My father, the Nawab of Baitar, is not at home, and since no legitimate action should be taken without intimating him first, I must ask you not to proceed further in this matter. I would like to speak to Mr Murtaza Ali, my father’s personal secretary, immediately, and request you to make him available. I would also ask you to note that this is the hour of evening prayer, and that any incursion into our ancestral house at a time when the occupants are at prayer will be deeply injurious to all people of good faith.

Sincerely,

Zainab Khan



Munni took the note and left the room, still snivelling but no longer panic-stricken. Zainab avoided her aunts’ glances, and told the other girl, who had calmed down a little as well, to make sure that Hassan and Abbas had not been woken up by the commotion. ‘





5.13


WHEN the Deputy Superintendent of Police who was in charge of the contingent that had come to take over Baitar House read the note, he flushed red, shrugged his shoulders, had a few words with the Nawab Sahib’s private secretary, and – quickly glancing at his watch – said: ‘All right, then, half an hour.’

His duty was clear and there was no getting around it, but he believed in firmness rather than brutality, and half an hour’s delay was acceptable.

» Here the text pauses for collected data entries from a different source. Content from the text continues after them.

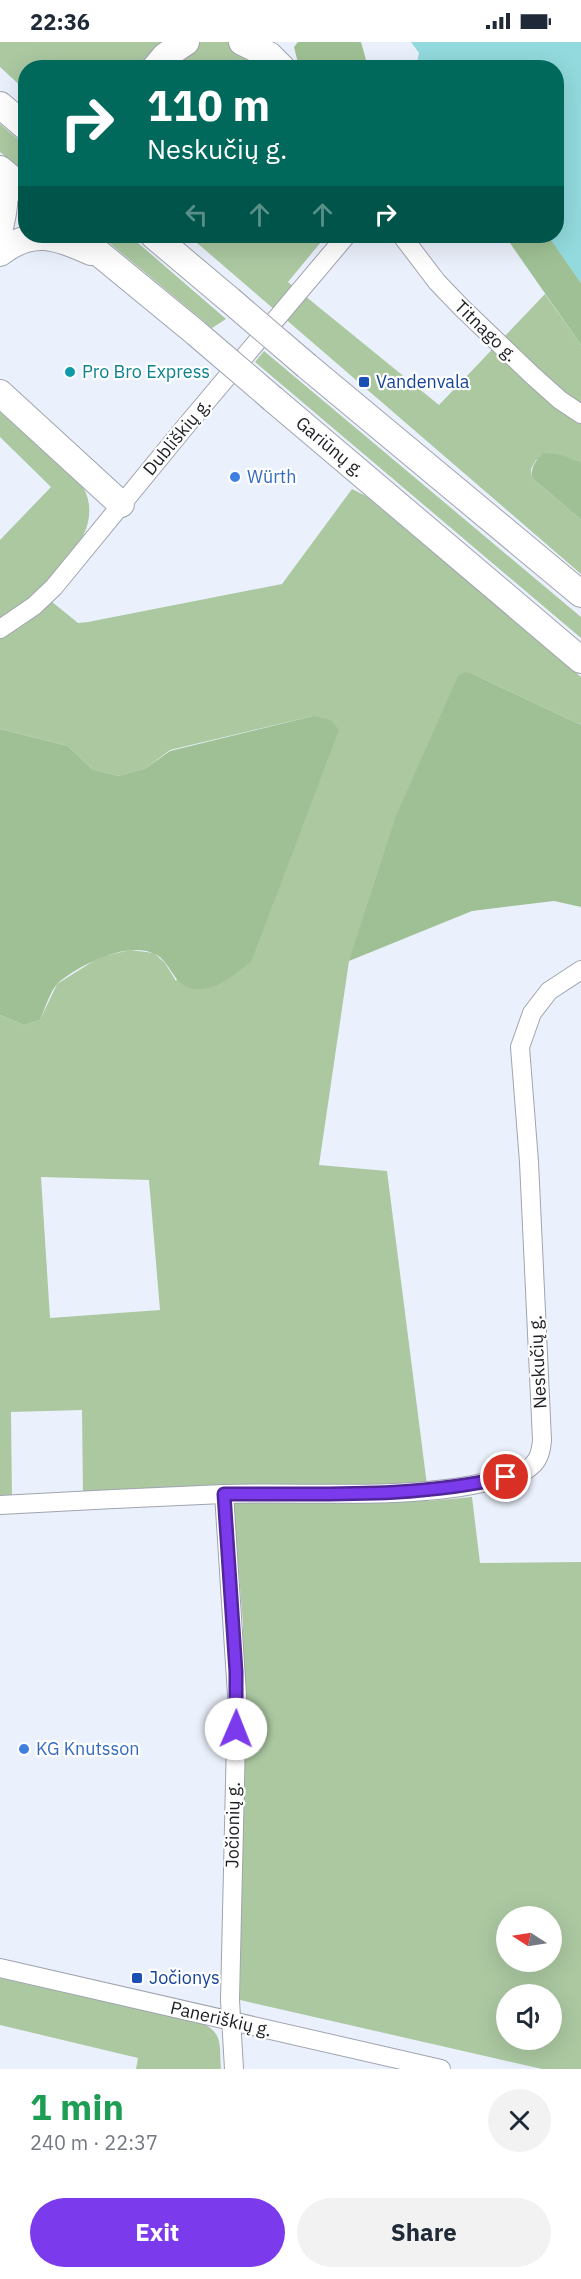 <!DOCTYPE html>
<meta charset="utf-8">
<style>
:root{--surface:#fff;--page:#f2f2f3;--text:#1f2937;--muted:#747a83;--accent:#7c3aed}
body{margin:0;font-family:"IBM Plex Sans",sans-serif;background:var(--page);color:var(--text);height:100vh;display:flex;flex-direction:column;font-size:22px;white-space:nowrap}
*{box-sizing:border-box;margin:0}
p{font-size:20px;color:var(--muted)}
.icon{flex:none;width:33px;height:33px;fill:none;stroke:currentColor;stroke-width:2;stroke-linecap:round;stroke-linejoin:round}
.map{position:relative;height:2027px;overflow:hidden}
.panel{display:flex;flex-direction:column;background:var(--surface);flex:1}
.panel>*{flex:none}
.top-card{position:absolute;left:18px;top:18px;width:546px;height:183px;border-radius:24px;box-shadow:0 6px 24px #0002;background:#00695c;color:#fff;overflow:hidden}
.needle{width:39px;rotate:282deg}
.tools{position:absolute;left:496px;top:1864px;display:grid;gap:12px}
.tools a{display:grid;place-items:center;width:66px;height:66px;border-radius:50%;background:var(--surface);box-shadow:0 6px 24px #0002;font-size:30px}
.pin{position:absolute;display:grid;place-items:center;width:51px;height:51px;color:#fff;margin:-26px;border:3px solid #fff;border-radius:50%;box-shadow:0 2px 6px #0007}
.me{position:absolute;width:66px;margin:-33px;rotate:1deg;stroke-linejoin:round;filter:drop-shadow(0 0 4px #0008)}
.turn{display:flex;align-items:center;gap:21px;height:126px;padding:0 30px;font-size:27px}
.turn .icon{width:78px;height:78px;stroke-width:2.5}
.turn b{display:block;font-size:42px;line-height:51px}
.lanes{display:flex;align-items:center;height:57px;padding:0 30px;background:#0003;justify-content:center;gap:30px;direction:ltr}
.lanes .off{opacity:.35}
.round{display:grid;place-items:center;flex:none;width:63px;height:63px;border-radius:32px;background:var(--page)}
.overview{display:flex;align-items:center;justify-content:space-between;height:102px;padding:0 30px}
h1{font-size:36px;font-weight:700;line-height:45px;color:#1e9e55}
.cta{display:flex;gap:12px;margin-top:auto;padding:12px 30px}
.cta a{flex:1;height:69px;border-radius:36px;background:var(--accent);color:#fff;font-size:24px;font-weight:700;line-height:69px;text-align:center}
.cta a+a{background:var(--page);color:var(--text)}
.status{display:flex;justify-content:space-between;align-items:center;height:42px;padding:0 30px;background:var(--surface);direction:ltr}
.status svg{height:16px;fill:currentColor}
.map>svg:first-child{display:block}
.green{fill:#abc8a1;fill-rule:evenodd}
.forest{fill:#9fc094}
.water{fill:#92dadd}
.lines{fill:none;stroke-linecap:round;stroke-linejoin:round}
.minor-casing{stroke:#a0a4af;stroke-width:20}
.highway-casing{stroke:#a0a4af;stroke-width:28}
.minor{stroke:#fff;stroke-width:18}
.highway{stroke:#fff;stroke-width:26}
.highway-bridge-casing{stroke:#a0a4af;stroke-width:28;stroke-linecap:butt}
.highway-bridge{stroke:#fff;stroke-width:26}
.route-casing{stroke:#51269a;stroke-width:15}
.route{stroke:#7c3aed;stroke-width:10}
.culture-dot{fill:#0f9aa8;stroke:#fefefe;stroke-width:2}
.transit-dot{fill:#1a4fb4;stroke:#fefefe;stroke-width:2}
.shop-dot{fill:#3f7fe0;stroke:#fefefe;stroke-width:2}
.labels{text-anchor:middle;stroke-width:4.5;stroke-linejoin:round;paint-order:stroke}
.street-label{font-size:18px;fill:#1c1e22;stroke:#fefefe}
.culture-label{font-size:18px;fill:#0d838f;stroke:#fefefe;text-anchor:start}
.transit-label{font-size:18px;fill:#164399;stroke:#fefefe;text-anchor:start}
.shop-label{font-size:18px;fill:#366cbe;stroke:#fefefe;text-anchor:start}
</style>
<div class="status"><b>22:36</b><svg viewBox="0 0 49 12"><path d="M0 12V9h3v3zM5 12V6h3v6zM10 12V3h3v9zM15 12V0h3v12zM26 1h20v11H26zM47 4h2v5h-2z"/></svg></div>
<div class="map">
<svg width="581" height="2027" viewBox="0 0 581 2027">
<rect width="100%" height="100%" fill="#ebf1fc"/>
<g class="green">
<polygon points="0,0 249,0 274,25 26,26 25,48 0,25"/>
<polygon points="0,82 25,103 25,131 0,110"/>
<polygon points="101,194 130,194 226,277 212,286"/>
<polygon points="189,194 326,194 288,240 439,363 545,252 581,303 581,421 536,418 531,427 532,436 581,478 581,532"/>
<polygon points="264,309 581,575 581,596 255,320"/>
<path d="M0,370C20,388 39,405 59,423C67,429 78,436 83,445C112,496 34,552 0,579V498L51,445L0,395Z"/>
<path d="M352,447L366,454L581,635V683L473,632L349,919L319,1123L387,1129L429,1459L472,1455L480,1521L581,1520V2027H542L240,1958L243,1582L232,1445L83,1454L82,1368L11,1370L12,1457H0V973L24,983L40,978L57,942L100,915L130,908L154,911L165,921L176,939L313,674L170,708L146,726L118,734L92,727L68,704L0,687V597L44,567L51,559L78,581L88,580L282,542ZM41,1135L149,1138L160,1268L50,1276ZM507,1875H552V1920H507ZM507,1953H552V1998H507Z"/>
<path d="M0,1936L201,1981C224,1990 219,2005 221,2027H136L138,2016L0,1983Z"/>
</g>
<g class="forest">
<polygon points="298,0 361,0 368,25 299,25 294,5"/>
<polygon points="505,194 549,194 581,241 581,303"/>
<path d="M544,411L562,413L581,421V478L532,436C531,424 535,419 544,411Z"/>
<polygon points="465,630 473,632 581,683 581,865 554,859 472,869 349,919 396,774 458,634"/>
<path d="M313,674L331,678L339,688L251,920C235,931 220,947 199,947C173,948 173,921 155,912C128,898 79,923 58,941C50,949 45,967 40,978L24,983L0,973V687L68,704L92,727L118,734L146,726L170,709Z"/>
</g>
<polygon class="water" points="411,0 581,0 581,241 548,194 556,194 556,26 416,25 419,11"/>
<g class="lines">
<g class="minor-casing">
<g id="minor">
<polyline points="402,194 437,240 462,266 532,333 560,358 581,372"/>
<polyline points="0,587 34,564 54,545 185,385 346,194"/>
<polyline points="224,1452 237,1653 230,1958 234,2027"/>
<path d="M0,1463C74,1459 149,1455 223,1452C309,1449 408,1459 491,1439C502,1436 516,1434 526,1428C538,1421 541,1411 542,1398L529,1120L520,1005L532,971L549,949L581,928"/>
<polyline points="0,1926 441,2027"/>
</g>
</g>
<g class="highway-casing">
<g id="highway">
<polyline points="242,0 269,13 282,26"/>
<polyline points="155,26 165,14 186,0"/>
<polyline points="0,63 26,85"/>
<polyline points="0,127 26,149"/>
<path d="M0,140C8,155 3,170 0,186"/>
<polyline points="78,194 196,291"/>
<polyline points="154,194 230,258"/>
<path d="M0,211C33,185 56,195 91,210"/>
<polyline points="307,324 581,552"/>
<polyline points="0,351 121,462"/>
<polyline points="273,357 581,618"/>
</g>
</g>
<use href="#minor" class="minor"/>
<use href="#highway" class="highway"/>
<g class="highway-bridge-casing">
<g id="highway-bridge">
<polyline points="230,258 307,324"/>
<polyline points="196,291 273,357"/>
</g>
</g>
<use href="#highway-bridge" class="highway-bridge"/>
</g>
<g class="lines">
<g class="route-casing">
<path id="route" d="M236,1687V1630L224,1452C318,1451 414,1457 506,1435"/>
</g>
<use href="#route" class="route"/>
</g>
<circle class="culture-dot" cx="70" cy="330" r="6"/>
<g class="transit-dot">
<rect x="358" y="334" width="12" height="12" rx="3"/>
<rect x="131" y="1930" width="12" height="12" rx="3"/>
</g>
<g class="shop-dot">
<circle cx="235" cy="435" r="6"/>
<circle cx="24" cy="1707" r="6"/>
</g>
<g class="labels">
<g class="street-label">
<text transform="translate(486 289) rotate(44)" y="6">Titnago g.</text>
<text transform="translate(177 395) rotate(-50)" y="6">Dubliškių g.</text>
<text transform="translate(330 405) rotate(40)" y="6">Gariūnų g.</text>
<text transform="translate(538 1320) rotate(-93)" y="6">Neskučių g.</text>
<text transform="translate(233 1783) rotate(-89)" y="6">Jočionių g.</text>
<text transform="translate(221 1977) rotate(13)" y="6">Paneriškių g.</text>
</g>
<g class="culture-label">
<text x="82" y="336">Pro Bro Express</text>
</g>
<g class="transit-label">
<text x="376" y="346">Vandenvala</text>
<text x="149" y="1942">Jočionys</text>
</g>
<g class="shop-label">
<text x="247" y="441">Würth</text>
<text x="36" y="1713">KG Knutsson</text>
</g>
</g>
</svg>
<div class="tools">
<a><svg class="needle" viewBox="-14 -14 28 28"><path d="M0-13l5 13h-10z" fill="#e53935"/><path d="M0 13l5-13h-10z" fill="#747a83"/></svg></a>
<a><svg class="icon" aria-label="sound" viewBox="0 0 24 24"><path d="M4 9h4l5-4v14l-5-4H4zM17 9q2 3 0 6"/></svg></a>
</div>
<div class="pin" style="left:506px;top:1435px;background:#d93025"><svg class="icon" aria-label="arrive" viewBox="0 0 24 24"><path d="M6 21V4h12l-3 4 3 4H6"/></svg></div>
<svg class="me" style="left:236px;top:1687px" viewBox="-20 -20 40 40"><circle r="19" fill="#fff"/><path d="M0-13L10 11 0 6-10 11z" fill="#7c3aed"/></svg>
<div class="top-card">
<div class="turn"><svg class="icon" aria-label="right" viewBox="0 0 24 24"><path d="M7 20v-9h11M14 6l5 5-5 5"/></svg><div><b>110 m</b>Neskučių g.</div></div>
<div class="lanes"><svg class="icon off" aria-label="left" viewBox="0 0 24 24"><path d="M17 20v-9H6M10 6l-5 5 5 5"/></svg><svg class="icon off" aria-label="ahead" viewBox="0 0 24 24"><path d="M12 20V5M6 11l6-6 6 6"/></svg><svg class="icon off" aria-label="ahead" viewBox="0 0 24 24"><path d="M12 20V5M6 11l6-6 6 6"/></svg><svg class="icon" aria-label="right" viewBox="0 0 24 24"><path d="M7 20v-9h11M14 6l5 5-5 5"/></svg></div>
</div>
</div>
<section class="panel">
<div class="overview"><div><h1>1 min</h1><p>240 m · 22:37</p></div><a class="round"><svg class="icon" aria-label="close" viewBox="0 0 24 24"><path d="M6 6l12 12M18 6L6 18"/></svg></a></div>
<div class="cta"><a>Exit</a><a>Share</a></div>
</section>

Zainab had got the two young maidservants to open the doorway that led from the zenana to the mardana, and to stretch a sheet across it. Then, despite the unbelieving ‘tobas’ and other pious exclamations of her aunts, she told Munni to tell a manservant to tell Murtaza Ali to stand on the other side of it. The young man, crimson-faced with embarrassment and shame, stood close by the door which he had never imagined he would ever even approach in his lifetime.

‘Murtaza Sahib, I must apologize for your embarrassment – and my own,’ said Zainab softly in elegant and unornate Urdu. ‘I know you are a modest man and I understand your qualms. Please forgive me. I too feel I have been driven to this recourse. But this is an emergency, and I know that it will not be taken amiss.’

She unconsciously used the first person plural rather than the singular that she was used to. Both were colloquially acceptable, but since the plural was invariant with respect to gender, it defused to some small extent the tension across the geographical line that lay between the mardana and zenana quarters, the breach of which had so shocked her aunts. Besides, there was implicit in the plural a mild sense of command, and this helped set a tone that enabled the exchange not merely of embarrassment – which was unavoidable – but of information as well.

In equally cultured but slightly ornate Urdu young Murtaza Ali replied: ‘There is nothing to forgive, believe me, Begum Sahiba. I am only sorry that I was fated to be the messenger of such news.’